(Saved entries)
▬▬▬▬▬▬▬▬▬▬

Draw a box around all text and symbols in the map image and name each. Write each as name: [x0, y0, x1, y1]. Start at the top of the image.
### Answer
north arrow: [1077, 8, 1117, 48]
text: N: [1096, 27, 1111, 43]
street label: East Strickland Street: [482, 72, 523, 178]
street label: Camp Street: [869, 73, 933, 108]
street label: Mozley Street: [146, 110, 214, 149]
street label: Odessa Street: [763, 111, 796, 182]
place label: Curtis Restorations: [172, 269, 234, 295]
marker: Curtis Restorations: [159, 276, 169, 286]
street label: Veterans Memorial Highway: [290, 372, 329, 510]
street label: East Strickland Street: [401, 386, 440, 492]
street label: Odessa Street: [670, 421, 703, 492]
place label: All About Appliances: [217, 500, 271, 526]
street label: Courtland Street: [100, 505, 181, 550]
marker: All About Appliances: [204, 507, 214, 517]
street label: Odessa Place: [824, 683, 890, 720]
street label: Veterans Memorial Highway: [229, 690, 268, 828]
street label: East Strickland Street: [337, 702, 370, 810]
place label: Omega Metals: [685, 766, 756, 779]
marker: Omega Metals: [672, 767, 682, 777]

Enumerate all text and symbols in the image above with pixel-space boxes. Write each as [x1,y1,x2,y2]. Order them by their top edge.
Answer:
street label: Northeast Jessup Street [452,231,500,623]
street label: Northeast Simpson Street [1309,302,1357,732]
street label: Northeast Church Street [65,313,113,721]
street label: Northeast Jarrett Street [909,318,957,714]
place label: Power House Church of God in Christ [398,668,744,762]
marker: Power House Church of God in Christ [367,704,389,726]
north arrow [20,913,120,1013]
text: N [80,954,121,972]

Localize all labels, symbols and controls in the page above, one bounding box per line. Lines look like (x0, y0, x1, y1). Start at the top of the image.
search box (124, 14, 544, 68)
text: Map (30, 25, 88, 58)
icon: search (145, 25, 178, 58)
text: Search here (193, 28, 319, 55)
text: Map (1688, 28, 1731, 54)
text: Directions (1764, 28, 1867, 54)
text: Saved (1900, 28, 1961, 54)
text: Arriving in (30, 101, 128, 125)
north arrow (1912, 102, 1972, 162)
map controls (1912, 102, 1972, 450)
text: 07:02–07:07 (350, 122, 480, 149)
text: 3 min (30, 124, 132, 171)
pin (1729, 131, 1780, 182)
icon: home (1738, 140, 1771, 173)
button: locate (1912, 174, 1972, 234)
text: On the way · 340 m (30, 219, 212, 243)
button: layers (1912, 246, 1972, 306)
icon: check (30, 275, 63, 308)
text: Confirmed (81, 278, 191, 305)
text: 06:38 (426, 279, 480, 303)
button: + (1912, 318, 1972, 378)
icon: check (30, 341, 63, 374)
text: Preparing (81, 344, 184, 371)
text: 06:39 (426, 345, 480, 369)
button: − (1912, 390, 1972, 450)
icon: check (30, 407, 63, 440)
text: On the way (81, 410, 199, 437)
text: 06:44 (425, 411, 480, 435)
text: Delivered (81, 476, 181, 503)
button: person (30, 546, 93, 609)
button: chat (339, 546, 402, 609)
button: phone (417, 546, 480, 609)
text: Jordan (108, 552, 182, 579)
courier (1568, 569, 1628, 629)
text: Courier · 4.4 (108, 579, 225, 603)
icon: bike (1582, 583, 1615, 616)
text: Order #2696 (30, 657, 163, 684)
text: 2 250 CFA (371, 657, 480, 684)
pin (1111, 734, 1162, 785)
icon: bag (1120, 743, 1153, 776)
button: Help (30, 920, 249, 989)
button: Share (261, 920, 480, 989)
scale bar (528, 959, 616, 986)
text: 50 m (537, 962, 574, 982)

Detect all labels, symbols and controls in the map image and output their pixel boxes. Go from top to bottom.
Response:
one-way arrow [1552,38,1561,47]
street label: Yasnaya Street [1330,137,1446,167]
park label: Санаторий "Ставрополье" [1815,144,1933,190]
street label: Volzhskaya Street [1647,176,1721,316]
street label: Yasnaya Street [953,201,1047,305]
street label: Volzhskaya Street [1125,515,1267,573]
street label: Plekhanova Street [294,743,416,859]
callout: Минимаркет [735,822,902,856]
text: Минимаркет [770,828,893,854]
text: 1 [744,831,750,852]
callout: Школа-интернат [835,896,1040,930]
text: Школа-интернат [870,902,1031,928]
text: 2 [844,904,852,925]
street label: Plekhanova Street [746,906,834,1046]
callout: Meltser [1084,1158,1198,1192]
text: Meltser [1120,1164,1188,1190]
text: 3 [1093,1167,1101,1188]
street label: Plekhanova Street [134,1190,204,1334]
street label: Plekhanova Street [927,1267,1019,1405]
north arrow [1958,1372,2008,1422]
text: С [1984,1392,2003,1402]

▬▬▬▬▬▬▬▬▬▬

TASK INSTRUCTIONS:
The records above should be duplicated in full, exactly as given.

RESPONSE AREA:
Draw a box around all text and symbols in the map image and name each. Write each as name: [x0, y0, x1, y1]. Start at the top of the image.
### Answer
north arrow: [1077, 8, 1117, 48]
text: N: [1096, 27, 1111, 43]
street label: East Strickland Street: [482, 72, 523, 178]
street label: Camp Street: [869, 73, 933, 108]
street label: Mozley Street: [146, 110, 214, 149]
street label: Odessa Street: [763, 111, 796, 182]
place label: Curtis Restorations: [172, 269, 234, 295]
marker: Curtis Restorations: [159, 276, 169, 286]
street label: Veterans Memorial Highway: [290, 372, 329, 510]
street label: East Strickland Street: [401, 386, 440, 492]
street label: Odessa Street: [670, 421, 703, 492]
place label: All About Appliances: [217, 500, 271, 526]
street label: Courtland Street: [100, 505, 181, 550]
marker: All About Appliances: [204, 507, 214, 517]
street label: Odessa Place: [824, 683, 890, 720]
street label: Veterans Memorial Highway: [229, 690, 268, 828]
street label: East Strickland Street: [337, 702, 370, 810]
place label: Omega Metals: [685, 766, 756, 779]
marker: Omega Metals: [672, 767, 682, 777]

Enumerate all text and symbols in the image above with pixel-space boxes. Write each as [x1,y1,x2,y2]. Order them by their top edge.
Answer:
street label: Northeast Jessup Street [452,231,500,623]
street label: Northeast Simpson Street [1309,302,1357,732]
street label: Northeast Church Street [65,313,113,721]
street label: Northeast Jarrett Street [909,318,957,714]
place label: Power House Church of God in Christ [398,668,744,762]
marker: Power House Church of God in Christ [367,704,389,726]
north arrow [20,913,120,1013]
text: N [80,954,121,972]

Localize all labels, symbols and controls in the page above, one bounding box per line. Lines look like (x0, y0, x1, y1). Start at the top of the image.
search box (124, 14, 544, 68)
text: Map (30, 25, 88, 58)
icon: search (145, 25, 178, 58)
text: Search here (193, 28, 319, 55)
text: Map (1688, 28, 1731, 54)
text: Directions (1764, 28, 1867, 54)
text: Saved (1900, 28, 1961, 54)
text: Arriving in (30, 101, 128, 125)
north arrow (1912, 102, 1972, 162)
map controls (1912, 102, 1972, 450)
text: 07:02–07:07 (350, 122, 480, 149)
text: 3 min (30, 124, 132, 171)
pin (1729, 131, 1780, 182)
icon: home (1738, 140, 1771, 173)
button: locate (1912, 174, 1972, 234)
text: On the way · 340 m (30, 219, 212, 243)
button: layers (1912, 246, 1972, 306)
icon: check (30, 275, 63, 308)
text: Confirmed (81, 278, 191, 305)
text: 06:38 (426, 279, 480, 303)
button: + (1912, 318, 1972, 378)
icon: check (30, 341, 63, 374)
text: Preparing (81, 344, 184, 371)
text: 06:39 (426, 345, 480, 369)
button: − (1912, 390, 1972, 450)
icon: check (30, 407, 63, 440)
text: On the way (81, 410, 199, 437)
text: 06:44 (425, 411, 480, 435)
text: Delivered (81, 476, 181, 503)
button: person (30, 546, 93, 609)
button: chat (339, 546, 402, 609)
button: phone (417, 546, 480, 609)
text: Jordan (108, 552, 182, 579)
courier (1568, 569, 1628, 629)
text: Courier · 4.4 (108, 579, 225, 603)
icon: bike (1582, 583, 1615, 616)
text: Order #2696 (30, 657, 163, 684)
text: 2 250 CFA (371, 657, 480, 684)
pin (1111, 734, 1162, 785)
icon: bag (1120, 743, 1153, 776)
button: Help (30, 920, 249, 989)
button: Share (261, 920, 480, 989)
scale bar (528, 959, 616, 986)
text: 50 m (537, 962, 574, 982)

Detect all labels, symbols and controls in the map image and output their pixel boxes. Go from top to bottom.
Response:
one-way arrow [1552,38,1561,47]
street label: Yasnaya Street [1330,137,1446,167]
park label: Санаторий "Ставрополье" [1815,144,1933,190]
street label: Volzhskaya Street [1647,176,1721,316]
street label: Yasnaya Street [953,201,1047,305]
street label: Volzhskaya Street [1125,515,1267,573]
street label: Plekhanova Street [294,743,416,859]
callout: Минимаркет [735,822,902,856]
text: Минимаркет [770,828,893,854]
text: 1 [744,831,750,852]
callout: Школа-интернат [835,896,1040,930]
text: Школа-интернат [870,902,1031,928]
text: 2 [844,904,852,925]
street label: Plekhanova Street [746,906,834,1046]
callout: Meltser [1084,1158,1198,1192]
text: Meltser [1120,1164,1188,1190]
text: 3 [1093,1167,1101,1188]
street label: Plekhanova Street [134,1190,204,1334]
street label: Plekhanova Street [927,1267,1019,1405]
north arrow [1958,1372,2008,1422]
text: С [1984,1392,2003,1402]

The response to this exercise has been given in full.